Peasantisation was basically promoted through institutional measures such as land ceiling, re-distribution of surplus land, nationalisation of banks, subsidised loans/inputs to agriculture, minimum support price, etc. While commercial banks always silently aspired to adhere to the principles of lending devised by the modern banking system compatible with capitalist production system, all banking agencies were paradoxically geared backwards to financing of subsistence agriculture.
The modern banking system, which evolved alongside capitalism with the establishment of Bank of England, is theoretically incompatible with subsistence farming. However, we tied the banking system with subsistence farming for 60 years! The result was that neither banks’ operations remained viable nor peasant farms.
Now globalisation is all set to overturn the existing economic structures. The spectre of depeasantisation is hovering all over the world. European countries are also beset with the problem of persistence of peasantry and are impatiently determined to attain a perfect state of capitalism. France, for example, is witnessing gradual depeasantisation since 1950s, which got accelerated after 1980s, as the number of peasant holdings came down from 20 million in 1952 to 10 million in 1982 and 7.5 million in 1992. The average size of holdings has risen to 100 acres. Depeasantisaton is evolving through vibrant agricultural land markets in Europe.
In developing countries like India, however, depeasantisation has taken abstract and less visible forms like reduction in average size of holdings, apportionment of holdings, unviable peasant farms, reverse tenancy, etc. rather than a more visible form of outright sales of land or complete dispossession of peasantry.
Nonetheless outright sales are also happening, particularly under Special Economic Zones. Simultaneously, corporate farming is thumping at the doors though old, independent, idyllic, pre-capitalist world of peasant agriculture is not inclined to change.

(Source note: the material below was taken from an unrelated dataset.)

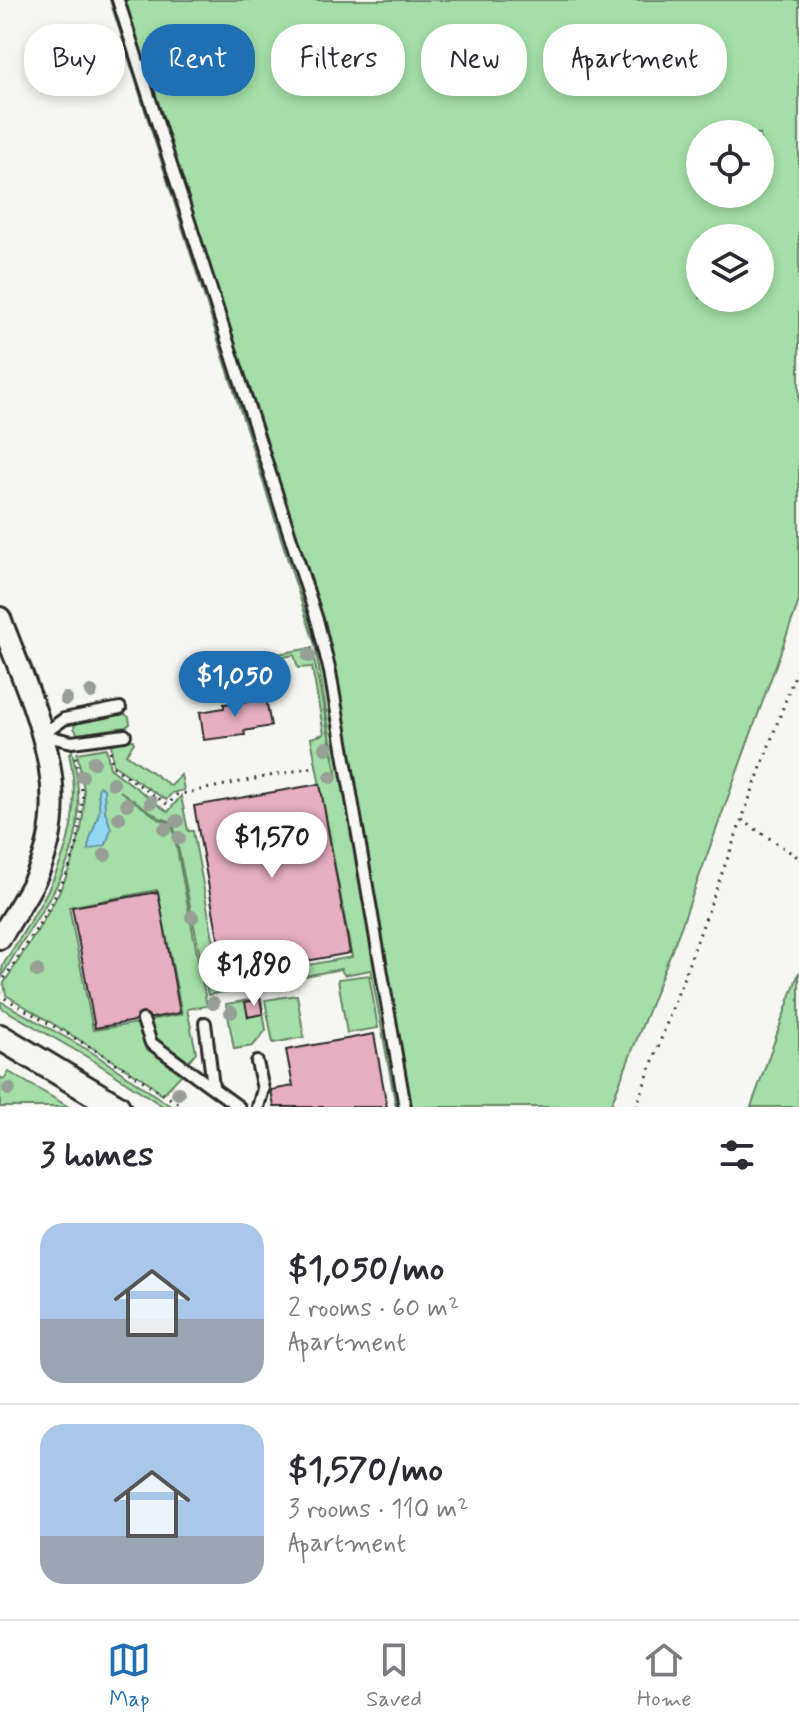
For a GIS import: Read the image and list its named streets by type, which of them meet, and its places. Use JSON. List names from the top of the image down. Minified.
{"page":{"chip":["Buy","Rent","Filters","New","Apartment"],"price":["$1,050","$1,570","$1,890"],"heading":"3 homes","list":[{"name":"$1,050/mo","note":"2 rooms · 60 m² · Apartment"},{"name":"$1,570/mo","note":"3 rooms · 110 m² · Apartment"}],"tabs":["Map","Saved","Home"]}}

The corporate world has assessed a potential of US$500 billion investment in agribusiness in India for 10 years, of which US$25-30 billion is estimated for the next 3-4 years. Such massive centralisation of capital shall surely affect the life of peasantry.

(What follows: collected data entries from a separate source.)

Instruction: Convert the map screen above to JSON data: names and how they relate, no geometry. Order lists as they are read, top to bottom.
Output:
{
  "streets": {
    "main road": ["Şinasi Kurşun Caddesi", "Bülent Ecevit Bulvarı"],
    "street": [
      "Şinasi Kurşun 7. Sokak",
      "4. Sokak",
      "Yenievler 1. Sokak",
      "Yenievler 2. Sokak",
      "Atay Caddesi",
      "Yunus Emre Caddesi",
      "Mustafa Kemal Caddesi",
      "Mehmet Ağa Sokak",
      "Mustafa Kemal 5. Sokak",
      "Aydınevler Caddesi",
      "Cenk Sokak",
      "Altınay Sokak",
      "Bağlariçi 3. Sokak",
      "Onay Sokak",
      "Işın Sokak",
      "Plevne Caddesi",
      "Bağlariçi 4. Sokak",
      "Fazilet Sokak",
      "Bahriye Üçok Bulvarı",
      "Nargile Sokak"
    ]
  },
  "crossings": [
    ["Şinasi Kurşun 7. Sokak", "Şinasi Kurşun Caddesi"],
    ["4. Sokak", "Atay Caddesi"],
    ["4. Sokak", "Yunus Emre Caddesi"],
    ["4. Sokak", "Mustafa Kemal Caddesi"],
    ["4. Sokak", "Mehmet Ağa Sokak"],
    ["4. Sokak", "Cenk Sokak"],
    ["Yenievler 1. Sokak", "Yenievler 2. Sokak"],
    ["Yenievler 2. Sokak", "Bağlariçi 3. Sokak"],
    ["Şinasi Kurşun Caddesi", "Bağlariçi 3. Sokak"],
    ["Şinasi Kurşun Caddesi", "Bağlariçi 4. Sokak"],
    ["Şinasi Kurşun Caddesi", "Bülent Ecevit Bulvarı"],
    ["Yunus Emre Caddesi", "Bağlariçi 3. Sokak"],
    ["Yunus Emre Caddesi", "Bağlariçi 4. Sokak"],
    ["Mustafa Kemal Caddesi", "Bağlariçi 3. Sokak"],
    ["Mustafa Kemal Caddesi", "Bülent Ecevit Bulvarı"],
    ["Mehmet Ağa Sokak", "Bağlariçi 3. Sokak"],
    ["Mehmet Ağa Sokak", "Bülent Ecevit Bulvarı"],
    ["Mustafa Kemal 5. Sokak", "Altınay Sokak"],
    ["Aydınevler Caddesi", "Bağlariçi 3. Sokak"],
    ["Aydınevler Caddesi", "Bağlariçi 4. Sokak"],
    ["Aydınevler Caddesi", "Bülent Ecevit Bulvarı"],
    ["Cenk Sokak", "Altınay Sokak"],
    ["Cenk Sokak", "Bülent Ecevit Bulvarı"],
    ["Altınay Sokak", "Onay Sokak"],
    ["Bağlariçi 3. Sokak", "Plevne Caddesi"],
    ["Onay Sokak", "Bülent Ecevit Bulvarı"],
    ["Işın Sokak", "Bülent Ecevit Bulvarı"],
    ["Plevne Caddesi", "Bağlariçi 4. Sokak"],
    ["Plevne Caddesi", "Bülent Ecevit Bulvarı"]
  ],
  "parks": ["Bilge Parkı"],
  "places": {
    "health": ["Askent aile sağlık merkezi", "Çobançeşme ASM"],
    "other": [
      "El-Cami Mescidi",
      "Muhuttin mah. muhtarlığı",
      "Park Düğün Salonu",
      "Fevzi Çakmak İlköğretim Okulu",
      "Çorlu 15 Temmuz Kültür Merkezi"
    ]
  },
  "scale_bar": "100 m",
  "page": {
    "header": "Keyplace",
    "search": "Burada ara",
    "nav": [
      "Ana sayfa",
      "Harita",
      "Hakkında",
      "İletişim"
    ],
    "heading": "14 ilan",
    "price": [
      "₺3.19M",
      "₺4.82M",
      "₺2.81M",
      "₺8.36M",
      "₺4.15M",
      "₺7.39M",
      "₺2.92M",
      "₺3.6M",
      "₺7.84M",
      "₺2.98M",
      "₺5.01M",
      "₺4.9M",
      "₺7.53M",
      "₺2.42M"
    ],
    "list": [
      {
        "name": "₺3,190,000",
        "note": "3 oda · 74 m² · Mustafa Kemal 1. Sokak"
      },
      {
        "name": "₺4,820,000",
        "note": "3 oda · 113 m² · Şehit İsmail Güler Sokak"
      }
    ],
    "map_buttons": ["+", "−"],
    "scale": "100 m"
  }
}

Subsistence agriculture now cannot sustain peasantry. It must give way to a progressive socialised/ collective production system. At the same time, depeasantisation is also unpalatable. Corporate farming requires a reserve pool of landless agricultural labourers; so it will surely go for depeasantisation to happen.
The institutional set-up is at cross roads. It may ultimately align with corporate agribusiness. Even peasantry itself, in a desperate bid to survive, could decide to work out the chances of getting comfortably nestled in the world of capitalist agribusiness. But that is not a solution. The politics of survival is also not the solution.
From a wider social perspective, subsistence-type peasantisation and corporate-driven depeasantisation, both are retrogressive. Any way corporate agriculture does have a progressive feature, that is, its superiority of social/ collective production process vis-à-vis separated production processes of millions of autonomous Robinson Crusoe-type peasants.
The virtue of large-scale production is not about reaping the so-called “economies of scale” or growth and productivity; it is essentially about the need for association and collectivity per se in the production process.
The way ahead can be designed better. As an incentive, the peasantry needs to be convinced about collective association. Through awareness and education associations of peasants on production/ cultivation lines should be promoted as a bulwark against emerging large-scale corporate farms.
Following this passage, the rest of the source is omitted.